Anatomically, the scaphoid may be divided into proximal, middle (termed the waist), and distal thirds. Most of the blood supply to the scaphoid enters distally. The proximal part of the scaphoid has no blood vessels entering it, depending instead on vessels that pierce the midportion. Fractures of the proximal third of the scaphoid account for 20% of scaphoid fractures, those of the middle portion account for 60%, and fractures of the distal part make up the remaining 20%. Diminished blood flow to the proximal pole is noted in about one third of fractures at the waist level. This reduced blood supply may result in avascular necrosis of the proximal pole of the scaphoid.

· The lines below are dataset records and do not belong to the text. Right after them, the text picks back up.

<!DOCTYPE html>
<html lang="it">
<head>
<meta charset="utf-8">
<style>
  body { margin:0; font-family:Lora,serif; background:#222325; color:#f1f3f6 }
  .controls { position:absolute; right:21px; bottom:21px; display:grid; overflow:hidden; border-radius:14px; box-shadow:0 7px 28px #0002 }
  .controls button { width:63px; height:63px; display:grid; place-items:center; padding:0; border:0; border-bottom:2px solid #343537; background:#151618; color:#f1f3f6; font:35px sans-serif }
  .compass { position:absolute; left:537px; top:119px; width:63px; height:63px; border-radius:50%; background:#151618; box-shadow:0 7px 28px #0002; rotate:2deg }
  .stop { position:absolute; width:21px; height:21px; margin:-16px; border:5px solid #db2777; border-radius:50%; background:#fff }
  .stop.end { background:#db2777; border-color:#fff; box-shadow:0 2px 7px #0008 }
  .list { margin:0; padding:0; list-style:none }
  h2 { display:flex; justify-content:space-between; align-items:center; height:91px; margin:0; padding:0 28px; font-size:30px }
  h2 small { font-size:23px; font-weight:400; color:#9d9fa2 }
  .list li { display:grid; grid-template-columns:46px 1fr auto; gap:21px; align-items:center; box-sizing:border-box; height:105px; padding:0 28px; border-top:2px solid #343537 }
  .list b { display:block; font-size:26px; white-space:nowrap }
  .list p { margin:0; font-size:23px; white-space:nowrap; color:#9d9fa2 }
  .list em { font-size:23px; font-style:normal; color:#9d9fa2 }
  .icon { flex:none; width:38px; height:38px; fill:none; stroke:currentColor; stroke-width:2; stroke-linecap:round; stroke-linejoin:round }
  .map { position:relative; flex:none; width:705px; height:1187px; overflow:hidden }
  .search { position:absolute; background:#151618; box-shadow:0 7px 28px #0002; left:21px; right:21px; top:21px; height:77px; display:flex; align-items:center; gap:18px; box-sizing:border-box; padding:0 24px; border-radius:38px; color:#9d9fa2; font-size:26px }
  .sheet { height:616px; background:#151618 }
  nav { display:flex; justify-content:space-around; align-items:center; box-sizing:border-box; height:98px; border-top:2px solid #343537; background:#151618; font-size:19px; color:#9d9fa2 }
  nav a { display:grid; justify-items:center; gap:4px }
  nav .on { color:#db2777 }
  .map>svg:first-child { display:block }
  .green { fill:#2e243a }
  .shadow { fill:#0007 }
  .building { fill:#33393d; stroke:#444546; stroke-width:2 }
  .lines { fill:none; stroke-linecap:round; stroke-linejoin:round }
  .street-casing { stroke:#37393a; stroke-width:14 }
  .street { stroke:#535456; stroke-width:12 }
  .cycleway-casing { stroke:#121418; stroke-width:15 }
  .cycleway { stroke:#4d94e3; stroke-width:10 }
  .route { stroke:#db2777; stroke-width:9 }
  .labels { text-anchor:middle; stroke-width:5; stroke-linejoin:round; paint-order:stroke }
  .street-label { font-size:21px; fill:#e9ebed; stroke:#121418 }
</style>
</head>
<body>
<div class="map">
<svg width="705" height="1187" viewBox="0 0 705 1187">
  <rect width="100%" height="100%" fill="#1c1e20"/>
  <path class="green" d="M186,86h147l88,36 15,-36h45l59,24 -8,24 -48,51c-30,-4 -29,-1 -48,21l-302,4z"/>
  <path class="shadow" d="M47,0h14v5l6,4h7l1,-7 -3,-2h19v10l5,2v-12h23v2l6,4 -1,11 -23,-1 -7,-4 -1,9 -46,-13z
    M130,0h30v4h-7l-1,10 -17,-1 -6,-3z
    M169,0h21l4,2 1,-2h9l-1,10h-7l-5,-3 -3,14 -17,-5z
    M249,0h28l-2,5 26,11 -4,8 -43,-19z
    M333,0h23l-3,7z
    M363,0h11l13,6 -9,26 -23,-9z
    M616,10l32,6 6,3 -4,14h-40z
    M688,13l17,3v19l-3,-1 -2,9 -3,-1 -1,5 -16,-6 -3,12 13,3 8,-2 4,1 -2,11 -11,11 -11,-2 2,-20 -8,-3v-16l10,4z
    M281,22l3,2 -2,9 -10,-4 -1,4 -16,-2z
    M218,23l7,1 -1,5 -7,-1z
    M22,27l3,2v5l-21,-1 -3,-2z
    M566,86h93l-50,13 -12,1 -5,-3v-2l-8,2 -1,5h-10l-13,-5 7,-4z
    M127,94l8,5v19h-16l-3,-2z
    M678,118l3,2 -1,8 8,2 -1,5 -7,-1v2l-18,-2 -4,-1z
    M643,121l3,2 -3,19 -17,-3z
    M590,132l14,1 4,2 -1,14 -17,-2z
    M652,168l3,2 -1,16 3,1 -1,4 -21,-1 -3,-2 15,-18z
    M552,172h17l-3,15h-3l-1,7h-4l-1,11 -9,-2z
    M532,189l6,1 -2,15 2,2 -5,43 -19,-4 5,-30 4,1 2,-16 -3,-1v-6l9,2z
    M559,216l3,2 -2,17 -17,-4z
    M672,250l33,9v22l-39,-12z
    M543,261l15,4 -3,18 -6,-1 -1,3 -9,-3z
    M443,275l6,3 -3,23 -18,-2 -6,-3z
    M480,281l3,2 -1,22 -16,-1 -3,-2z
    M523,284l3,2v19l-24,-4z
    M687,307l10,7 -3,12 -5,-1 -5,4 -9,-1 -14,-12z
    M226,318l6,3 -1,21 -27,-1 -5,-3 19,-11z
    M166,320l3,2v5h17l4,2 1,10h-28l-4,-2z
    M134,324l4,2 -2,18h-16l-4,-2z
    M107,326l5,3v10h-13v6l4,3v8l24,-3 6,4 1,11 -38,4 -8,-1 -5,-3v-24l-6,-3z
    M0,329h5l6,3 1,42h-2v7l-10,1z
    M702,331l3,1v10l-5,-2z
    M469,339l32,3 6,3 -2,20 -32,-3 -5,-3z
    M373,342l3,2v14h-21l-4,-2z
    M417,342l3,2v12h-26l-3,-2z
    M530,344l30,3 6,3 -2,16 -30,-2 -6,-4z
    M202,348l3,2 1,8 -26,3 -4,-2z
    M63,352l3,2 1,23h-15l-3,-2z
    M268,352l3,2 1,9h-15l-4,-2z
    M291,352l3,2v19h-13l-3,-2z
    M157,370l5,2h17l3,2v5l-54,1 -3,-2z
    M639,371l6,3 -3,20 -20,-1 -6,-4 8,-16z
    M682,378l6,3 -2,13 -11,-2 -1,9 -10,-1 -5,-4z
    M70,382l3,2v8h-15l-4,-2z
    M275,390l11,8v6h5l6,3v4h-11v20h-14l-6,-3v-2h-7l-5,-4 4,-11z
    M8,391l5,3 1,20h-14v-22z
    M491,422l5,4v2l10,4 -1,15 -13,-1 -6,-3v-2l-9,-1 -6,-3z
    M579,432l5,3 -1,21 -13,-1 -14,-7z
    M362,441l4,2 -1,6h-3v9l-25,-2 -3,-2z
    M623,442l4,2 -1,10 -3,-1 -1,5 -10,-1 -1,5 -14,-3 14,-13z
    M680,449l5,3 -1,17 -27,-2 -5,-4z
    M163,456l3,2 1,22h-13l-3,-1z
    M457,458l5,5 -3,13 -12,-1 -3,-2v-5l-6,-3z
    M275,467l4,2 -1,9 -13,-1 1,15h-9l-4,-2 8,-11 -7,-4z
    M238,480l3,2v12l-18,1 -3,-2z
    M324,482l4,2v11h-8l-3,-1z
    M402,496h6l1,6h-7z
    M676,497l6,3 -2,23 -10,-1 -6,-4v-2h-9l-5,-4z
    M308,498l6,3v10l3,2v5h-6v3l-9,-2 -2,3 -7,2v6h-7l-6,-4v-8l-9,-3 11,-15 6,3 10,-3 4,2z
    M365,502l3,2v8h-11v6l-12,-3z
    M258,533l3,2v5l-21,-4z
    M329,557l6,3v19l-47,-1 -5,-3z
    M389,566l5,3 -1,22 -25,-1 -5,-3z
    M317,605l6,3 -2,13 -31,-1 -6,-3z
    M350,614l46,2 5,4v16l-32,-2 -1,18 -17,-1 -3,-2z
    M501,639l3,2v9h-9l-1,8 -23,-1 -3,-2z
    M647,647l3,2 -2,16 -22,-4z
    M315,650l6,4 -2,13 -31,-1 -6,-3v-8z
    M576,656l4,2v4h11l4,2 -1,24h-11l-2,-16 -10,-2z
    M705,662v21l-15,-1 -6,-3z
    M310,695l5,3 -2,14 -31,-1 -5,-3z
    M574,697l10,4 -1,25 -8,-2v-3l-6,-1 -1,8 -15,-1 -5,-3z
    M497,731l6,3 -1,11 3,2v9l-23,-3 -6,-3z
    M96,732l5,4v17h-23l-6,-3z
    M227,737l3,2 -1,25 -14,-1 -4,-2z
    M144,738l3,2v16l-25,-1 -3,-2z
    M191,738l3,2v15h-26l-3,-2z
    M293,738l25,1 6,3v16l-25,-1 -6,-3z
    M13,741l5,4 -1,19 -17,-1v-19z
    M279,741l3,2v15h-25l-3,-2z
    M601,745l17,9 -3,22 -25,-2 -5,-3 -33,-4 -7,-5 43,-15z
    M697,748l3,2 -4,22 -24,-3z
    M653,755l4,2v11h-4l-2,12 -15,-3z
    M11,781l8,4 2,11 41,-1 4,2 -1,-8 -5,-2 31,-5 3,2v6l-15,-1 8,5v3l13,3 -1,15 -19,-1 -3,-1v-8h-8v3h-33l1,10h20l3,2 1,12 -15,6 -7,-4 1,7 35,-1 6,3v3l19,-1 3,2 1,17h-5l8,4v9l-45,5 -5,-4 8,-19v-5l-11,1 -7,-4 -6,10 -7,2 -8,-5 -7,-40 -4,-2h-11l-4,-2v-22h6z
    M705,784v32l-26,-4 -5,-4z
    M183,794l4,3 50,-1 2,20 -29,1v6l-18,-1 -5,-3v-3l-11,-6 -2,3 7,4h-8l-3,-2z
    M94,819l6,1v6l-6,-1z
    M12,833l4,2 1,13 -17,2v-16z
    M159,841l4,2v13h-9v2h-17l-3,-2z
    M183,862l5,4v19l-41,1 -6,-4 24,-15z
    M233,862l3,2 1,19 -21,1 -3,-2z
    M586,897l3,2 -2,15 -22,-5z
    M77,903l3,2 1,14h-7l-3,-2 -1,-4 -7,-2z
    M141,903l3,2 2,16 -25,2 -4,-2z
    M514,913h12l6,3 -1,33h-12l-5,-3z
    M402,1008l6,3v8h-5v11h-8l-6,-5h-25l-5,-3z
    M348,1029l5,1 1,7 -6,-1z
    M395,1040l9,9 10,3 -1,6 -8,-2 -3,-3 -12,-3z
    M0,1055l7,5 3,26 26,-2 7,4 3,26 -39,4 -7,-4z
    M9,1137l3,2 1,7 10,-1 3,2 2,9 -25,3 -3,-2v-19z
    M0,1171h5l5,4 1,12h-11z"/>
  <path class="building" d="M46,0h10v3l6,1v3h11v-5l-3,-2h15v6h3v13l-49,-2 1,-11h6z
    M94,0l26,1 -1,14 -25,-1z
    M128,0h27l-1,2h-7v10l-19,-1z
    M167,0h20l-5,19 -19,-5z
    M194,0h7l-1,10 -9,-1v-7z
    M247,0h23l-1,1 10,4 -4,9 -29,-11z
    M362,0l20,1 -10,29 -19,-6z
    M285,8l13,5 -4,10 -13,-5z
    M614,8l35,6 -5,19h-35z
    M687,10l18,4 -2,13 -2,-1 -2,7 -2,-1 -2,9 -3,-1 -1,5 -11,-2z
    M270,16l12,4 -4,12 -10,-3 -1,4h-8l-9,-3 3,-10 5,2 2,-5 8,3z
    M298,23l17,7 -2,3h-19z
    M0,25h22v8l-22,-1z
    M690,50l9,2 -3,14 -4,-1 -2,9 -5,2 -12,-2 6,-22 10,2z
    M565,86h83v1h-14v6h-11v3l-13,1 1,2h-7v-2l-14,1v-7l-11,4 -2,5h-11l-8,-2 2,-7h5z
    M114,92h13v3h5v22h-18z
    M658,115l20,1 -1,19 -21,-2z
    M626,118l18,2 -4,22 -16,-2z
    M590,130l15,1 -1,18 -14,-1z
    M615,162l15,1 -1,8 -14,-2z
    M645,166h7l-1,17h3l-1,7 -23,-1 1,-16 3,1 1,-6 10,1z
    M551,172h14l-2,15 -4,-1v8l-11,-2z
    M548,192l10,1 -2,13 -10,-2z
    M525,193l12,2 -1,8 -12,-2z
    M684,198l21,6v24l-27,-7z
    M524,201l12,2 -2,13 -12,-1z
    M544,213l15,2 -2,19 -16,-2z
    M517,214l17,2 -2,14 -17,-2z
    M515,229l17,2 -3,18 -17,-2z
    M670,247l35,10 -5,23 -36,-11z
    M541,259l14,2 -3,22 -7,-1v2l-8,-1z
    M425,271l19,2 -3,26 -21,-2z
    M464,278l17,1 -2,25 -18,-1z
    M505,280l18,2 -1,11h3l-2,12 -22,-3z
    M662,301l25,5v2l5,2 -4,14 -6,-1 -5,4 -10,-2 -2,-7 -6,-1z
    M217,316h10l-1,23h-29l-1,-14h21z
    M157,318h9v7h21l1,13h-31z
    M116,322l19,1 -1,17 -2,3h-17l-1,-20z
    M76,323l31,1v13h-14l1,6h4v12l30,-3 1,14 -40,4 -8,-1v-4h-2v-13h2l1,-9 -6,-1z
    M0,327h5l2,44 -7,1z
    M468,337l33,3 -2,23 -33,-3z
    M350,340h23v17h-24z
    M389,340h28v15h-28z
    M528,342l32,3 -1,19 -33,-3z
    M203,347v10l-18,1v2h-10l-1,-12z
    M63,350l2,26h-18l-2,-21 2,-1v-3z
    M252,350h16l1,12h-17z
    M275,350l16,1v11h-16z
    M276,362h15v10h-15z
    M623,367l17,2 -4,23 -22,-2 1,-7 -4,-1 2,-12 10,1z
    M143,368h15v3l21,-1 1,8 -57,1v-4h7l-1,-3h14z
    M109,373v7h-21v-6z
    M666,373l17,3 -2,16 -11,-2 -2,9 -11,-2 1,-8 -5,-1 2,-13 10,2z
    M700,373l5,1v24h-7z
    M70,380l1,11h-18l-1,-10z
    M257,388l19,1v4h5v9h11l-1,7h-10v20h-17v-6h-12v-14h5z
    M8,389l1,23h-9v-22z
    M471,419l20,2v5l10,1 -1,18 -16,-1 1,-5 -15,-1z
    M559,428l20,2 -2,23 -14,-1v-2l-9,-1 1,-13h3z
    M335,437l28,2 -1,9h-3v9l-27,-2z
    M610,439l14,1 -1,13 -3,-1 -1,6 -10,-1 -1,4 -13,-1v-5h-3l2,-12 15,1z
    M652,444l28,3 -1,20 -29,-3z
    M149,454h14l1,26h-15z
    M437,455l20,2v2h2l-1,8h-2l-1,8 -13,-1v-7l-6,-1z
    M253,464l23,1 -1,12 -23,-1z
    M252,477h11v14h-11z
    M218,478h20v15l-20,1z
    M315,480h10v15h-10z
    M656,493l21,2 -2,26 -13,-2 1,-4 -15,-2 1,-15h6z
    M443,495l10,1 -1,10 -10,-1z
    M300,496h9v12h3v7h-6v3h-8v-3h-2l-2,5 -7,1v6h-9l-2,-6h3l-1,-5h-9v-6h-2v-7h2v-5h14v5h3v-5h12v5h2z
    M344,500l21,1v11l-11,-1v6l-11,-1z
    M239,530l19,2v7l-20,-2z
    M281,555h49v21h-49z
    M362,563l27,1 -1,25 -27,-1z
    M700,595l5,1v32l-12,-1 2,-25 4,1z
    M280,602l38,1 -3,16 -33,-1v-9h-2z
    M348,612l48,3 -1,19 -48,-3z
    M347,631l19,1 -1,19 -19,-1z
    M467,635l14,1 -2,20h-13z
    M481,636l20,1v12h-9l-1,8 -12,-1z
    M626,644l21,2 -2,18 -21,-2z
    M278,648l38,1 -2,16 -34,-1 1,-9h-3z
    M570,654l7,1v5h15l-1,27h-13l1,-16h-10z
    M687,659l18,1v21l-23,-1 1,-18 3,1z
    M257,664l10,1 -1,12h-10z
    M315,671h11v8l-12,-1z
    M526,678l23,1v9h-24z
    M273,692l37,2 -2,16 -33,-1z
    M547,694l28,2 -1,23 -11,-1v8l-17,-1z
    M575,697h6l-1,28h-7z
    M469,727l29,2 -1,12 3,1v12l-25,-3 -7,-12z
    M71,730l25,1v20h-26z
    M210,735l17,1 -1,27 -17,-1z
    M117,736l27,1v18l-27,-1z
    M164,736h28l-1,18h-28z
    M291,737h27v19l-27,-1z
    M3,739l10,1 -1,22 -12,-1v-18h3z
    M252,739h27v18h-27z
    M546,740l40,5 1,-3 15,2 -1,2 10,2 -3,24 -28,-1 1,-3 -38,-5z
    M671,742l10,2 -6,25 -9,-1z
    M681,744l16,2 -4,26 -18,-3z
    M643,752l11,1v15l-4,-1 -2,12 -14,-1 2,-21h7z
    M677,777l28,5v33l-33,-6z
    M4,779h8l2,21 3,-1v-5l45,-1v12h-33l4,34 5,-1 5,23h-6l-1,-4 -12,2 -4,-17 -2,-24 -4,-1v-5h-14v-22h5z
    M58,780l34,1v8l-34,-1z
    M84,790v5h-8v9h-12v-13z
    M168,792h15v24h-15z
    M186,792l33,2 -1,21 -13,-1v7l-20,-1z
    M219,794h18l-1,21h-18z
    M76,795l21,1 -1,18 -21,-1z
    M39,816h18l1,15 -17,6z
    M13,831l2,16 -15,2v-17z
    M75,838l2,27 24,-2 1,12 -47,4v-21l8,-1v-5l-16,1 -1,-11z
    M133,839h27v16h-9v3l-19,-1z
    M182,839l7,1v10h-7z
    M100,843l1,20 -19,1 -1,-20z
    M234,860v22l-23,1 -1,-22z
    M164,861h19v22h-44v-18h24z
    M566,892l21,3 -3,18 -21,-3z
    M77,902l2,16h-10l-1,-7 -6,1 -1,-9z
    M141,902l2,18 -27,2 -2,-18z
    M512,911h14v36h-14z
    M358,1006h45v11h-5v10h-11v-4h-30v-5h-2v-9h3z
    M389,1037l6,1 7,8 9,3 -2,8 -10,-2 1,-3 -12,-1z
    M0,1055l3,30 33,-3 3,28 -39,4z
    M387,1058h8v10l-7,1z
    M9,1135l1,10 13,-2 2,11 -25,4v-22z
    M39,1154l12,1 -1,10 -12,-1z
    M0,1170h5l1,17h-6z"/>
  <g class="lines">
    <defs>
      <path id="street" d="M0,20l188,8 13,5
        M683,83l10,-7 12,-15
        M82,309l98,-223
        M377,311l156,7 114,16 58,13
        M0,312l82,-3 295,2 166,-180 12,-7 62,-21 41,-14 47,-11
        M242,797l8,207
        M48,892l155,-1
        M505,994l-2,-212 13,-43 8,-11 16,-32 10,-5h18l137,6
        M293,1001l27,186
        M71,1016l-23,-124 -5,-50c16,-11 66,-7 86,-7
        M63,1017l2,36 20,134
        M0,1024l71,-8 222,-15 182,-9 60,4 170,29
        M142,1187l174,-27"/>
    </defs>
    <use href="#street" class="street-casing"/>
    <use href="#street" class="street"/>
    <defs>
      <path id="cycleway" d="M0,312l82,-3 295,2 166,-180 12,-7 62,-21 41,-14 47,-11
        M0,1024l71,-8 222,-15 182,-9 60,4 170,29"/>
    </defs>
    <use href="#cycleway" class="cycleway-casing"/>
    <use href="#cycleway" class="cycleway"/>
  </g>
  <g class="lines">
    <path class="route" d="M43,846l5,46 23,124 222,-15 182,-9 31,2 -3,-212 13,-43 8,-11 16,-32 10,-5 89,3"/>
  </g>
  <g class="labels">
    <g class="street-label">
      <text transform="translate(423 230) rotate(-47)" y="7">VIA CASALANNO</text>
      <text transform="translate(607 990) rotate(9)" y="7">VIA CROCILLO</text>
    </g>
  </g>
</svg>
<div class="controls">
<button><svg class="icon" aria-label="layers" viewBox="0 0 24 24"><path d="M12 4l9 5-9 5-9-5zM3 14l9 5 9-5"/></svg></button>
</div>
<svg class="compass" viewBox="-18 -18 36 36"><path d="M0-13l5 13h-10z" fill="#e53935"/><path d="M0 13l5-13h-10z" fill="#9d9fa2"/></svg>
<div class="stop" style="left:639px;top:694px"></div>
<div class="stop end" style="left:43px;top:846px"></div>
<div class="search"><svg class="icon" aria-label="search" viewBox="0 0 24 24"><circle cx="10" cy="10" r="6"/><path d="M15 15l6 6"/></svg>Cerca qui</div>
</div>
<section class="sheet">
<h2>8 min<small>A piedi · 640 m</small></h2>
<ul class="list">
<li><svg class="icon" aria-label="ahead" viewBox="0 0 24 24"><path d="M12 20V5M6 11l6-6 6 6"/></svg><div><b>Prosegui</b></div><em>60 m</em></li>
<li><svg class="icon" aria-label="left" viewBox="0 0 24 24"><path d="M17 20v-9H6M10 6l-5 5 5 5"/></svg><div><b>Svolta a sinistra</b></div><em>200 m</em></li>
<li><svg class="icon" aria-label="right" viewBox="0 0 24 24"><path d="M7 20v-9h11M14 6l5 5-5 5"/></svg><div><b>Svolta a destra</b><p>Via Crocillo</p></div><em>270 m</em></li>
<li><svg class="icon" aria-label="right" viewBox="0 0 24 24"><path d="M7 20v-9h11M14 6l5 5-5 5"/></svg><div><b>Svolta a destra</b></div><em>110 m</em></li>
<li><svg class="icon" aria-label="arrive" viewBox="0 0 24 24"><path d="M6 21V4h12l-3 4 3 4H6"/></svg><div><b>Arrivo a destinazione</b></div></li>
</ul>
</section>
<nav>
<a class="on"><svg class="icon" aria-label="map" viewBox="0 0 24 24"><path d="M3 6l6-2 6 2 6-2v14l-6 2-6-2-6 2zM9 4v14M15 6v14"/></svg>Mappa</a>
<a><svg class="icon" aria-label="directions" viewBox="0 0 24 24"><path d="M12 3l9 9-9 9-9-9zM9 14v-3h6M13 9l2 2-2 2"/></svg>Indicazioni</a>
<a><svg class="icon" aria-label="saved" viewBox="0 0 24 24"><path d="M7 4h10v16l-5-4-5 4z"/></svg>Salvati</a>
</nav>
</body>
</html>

Almost 100% of proximal pole fractures result in aseptic necrosis. Displaced scaphoid fractures have a nonunion rate of 55-90%.
Fall onto outstretched hand
The usual mechanism of injury is a fall onto the outstretched hand (FOOSH) that results in forceful dorsiflexion and impaction of the scaphoid against the dorsal rim of the radius. This mechanism explains why snuffbox tenderness is so common, even in the absence of a scaphoid fracture. Conventional medical wisdom dictates that snuffbox tenderness should be equated with a scaphoid fracture unless radiographs prove otherwise. If initial radiographs do not show fracture, follow-up radiographs should be obtained in 7-14 days, because the fracture line may be more visible after some resorption.
Scaphoid fracture has been reported in people aged 10-70 years, although it is most common in young adult men following a fall, athletic injury, or motor vehicle accident.
The scaphoid has no ligamentous or tendinous attachments, but joint compressive forces, trapezial-scaphoid shear stress, and capitolunate rotation moments exert control on the scaphoid. Therefore, scaphoid fractures have a high incidence of nonunion (8-10%), frequent malunion, and late sequelae of carpal instability and posttraumatic arthritis.
A higher incidence of aseptic necrosis and nonunion is noted with fractures of the proximal pole of the scaphoid, because no blood vessels enter it.
A scaphoid fracture can present as a nondisplaced, stable fracture or as a displaced, unstable fracture. Displaced fractures frequently are associated with ligamentous tears in the wrist and require thorough evaluation and follow-up.
No known correlation exists between race and scaphoid fracture.
Scaphoid injuries are more common in men than in women.
Scaphoid fracture is uncommon in children because the physis of the distal radius usually fails first, resulting in Salter type I or II fractures of the distal radius. Similarly, in elderly patients, the distal radial metaphysis usually fails before the scaphoid can fracture.